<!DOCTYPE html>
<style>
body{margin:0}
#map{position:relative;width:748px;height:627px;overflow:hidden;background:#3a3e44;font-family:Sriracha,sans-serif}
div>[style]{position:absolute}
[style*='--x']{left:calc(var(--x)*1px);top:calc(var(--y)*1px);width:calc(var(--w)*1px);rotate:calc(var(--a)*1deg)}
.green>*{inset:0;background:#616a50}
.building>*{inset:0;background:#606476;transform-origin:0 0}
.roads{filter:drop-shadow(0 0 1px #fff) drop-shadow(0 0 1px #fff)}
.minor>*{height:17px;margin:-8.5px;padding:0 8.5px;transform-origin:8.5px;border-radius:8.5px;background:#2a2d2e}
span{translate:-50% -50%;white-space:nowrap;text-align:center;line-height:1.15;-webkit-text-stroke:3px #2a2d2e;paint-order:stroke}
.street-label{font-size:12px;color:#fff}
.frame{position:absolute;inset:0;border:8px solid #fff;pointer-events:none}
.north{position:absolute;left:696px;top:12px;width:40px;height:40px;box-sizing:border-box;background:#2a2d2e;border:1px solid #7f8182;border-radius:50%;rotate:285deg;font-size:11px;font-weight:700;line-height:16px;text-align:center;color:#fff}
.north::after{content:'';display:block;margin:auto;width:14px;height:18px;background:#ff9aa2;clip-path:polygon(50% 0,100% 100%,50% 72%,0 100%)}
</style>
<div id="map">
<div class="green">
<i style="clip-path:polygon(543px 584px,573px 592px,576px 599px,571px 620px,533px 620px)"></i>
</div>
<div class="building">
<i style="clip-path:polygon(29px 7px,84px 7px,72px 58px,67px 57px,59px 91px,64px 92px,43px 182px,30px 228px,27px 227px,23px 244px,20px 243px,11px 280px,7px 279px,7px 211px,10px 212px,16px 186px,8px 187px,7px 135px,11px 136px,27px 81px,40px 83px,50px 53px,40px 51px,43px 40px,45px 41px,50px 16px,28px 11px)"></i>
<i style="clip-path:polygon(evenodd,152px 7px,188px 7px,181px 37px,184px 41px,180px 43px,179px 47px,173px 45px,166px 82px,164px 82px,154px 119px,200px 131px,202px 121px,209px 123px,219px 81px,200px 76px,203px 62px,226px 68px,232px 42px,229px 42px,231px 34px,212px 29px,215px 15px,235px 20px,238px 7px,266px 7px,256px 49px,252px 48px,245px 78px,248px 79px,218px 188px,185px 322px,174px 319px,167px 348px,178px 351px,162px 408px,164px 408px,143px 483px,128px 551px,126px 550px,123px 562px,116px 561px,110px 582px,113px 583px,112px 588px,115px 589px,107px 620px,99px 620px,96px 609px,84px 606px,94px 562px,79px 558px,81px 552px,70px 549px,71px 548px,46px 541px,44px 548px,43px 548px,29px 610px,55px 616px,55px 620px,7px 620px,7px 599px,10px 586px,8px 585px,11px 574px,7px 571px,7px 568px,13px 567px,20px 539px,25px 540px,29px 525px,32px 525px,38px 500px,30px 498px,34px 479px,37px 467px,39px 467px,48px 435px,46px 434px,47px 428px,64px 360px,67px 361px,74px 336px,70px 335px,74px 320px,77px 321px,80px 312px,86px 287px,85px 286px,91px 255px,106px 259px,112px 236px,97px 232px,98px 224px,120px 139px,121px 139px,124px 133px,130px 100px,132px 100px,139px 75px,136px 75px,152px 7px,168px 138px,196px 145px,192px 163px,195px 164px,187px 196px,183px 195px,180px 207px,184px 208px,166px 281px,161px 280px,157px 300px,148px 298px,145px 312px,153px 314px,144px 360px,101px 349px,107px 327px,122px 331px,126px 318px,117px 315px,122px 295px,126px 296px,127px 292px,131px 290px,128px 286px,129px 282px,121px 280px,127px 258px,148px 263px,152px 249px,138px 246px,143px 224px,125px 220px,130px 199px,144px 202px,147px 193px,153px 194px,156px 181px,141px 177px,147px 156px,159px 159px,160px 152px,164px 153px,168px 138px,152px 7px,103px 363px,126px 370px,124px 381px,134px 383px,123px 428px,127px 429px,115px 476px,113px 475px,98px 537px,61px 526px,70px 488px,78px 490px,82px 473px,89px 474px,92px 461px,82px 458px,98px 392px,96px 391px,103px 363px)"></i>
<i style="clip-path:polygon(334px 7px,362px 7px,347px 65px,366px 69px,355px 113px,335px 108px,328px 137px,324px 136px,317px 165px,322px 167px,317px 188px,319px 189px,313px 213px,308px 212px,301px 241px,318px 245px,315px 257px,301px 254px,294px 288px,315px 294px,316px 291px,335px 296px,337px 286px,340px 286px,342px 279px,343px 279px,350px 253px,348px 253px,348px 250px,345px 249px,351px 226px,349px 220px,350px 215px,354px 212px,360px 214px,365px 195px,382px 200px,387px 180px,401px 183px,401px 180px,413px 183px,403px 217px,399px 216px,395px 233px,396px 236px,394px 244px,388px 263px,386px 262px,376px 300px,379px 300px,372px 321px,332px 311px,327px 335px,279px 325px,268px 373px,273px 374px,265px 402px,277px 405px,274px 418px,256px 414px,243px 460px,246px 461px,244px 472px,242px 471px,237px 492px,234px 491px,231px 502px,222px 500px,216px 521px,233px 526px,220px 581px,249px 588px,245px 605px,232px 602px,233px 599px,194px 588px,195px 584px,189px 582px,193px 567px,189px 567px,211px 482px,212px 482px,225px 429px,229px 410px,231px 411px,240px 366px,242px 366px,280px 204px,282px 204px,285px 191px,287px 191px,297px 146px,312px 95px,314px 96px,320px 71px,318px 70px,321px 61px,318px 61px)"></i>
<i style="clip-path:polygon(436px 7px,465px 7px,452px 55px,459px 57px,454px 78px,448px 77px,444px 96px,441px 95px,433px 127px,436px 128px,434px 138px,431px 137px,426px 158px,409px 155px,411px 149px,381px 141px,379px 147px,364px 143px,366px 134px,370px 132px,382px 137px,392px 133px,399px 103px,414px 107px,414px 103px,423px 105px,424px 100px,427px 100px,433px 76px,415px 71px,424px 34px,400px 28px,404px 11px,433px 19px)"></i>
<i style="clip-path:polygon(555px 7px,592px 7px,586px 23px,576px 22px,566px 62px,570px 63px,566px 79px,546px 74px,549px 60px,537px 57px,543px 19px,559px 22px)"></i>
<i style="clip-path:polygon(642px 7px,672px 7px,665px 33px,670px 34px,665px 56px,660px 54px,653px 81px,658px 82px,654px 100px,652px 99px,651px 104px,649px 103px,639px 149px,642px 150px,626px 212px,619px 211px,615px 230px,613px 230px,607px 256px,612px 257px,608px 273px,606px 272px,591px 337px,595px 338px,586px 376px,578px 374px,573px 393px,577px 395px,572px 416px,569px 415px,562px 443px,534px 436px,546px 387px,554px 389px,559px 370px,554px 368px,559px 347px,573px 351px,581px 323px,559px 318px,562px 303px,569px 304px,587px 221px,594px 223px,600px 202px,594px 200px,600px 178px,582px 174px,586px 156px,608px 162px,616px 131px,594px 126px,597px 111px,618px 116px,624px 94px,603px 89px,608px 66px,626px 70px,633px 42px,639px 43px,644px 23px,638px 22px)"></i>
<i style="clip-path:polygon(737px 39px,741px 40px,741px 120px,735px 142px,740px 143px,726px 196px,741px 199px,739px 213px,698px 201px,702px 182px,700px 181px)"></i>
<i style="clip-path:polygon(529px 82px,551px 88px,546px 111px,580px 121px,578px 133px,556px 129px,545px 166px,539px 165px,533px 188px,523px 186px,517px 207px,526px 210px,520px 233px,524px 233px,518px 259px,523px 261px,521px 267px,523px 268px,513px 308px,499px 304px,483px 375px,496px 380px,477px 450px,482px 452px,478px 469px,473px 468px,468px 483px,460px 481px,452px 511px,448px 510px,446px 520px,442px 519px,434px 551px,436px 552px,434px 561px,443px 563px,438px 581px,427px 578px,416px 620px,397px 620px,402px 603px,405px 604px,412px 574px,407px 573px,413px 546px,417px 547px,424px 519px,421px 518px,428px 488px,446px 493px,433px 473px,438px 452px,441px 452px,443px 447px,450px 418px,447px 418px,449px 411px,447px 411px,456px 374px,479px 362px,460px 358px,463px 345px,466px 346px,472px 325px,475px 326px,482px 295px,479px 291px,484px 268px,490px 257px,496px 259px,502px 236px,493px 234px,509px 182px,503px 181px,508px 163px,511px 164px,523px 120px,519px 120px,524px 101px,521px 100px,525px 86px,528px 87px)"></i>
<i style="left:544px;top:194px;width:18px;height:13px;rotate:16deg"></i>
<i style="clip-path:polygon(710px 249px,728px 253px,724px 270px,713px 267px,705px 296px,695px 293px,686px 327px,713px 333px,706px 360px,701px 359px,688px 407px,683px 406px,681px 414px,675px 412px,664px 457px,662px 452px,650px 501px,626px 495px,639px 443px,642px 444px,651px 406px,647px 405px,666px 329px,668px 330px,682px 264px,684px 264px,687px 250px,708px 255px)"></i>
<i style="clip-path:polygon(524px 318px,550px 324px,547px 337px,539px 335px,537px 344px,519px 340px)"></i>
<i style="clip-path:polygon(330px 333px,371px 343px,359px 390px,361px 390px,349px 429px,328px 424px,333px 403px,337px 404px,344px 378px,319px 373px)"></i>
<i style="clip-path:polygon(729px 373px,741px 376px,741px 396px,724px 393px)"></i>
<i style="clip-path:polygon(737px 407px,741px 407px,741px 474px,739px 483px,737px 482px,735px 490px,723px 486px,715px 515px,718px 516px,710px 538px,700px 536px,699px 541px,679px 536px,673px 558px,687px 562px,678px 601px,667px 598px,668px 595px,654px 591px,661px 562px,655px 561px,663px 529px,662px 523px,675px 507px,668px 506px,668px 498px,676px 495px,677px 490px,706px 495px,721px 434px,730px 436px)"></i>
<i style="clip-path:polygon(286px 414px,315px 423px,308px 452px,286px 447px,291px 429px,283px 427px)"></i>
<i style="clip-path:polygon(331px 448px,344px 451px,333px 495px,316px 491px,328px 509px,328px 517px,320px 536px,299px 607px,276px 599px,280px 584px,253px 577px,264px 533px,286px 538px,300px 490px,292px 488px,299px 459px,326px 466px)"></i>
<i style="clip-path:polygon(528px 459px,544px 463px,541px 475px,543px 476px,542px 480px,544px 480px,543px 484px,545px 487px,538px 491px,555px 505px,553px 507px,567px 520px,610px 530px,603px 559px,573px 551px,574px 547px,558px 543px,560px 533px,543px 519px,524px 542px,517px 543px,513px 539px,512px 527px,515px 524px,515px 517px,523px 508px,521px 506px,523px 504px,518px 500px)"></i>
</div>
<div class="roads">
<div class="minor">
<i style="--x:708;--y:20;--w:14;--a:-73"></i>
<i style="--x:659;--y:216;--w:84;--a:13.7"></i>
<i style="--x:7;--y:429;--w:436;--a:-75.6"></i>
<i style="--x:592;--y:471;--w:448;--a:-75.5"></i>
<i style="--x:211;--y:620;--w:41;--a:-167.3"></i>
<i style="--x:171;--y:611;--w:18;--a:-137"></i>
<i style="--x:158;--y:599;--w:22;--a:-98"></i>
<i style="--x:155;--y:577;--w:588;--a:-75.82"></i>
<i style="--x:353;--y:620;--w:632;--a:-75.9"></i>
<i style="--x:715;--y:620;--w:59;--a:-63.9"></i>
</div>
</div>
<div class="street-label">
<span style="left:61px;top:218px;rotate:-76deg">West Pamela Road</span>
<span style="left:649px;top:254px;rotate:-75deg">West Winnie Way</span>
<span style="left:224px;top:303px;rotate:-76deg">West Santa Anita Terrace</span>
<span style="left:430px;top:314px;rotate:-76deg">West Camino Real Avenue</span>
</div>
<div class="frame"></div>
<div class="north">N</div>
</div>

###

* _DIRECTIONS FOR THIS TASK_: Return only the exact lines from the opening of the records through the line that contains "1px #fff) drop-shadow(0", both included.

* _EXERCISE OUTPUT_:
<!DOCTYPE html>
<style>
body{margin:0}
#map{position:relative;width:748px;height:627px;overflow:hidden;background:#3a3e44;font-family:Sriracha,sans-serif}
div>[style]{position:absolute}
[style*='--x']{left:calc(var(--x)*1px);top:calc(var(--y)*1px);width:calc(var(--w)*1px);rotate:calc(var(--a)*1deg)}
.green>*{inset:0;background:#616a50}
.building>*{inset:0;background:#606476;transform-origin:0 0}
.roads{filter:drop-shadow(0 0 1px #fff) drop-shadow(0 0 1px #fff)}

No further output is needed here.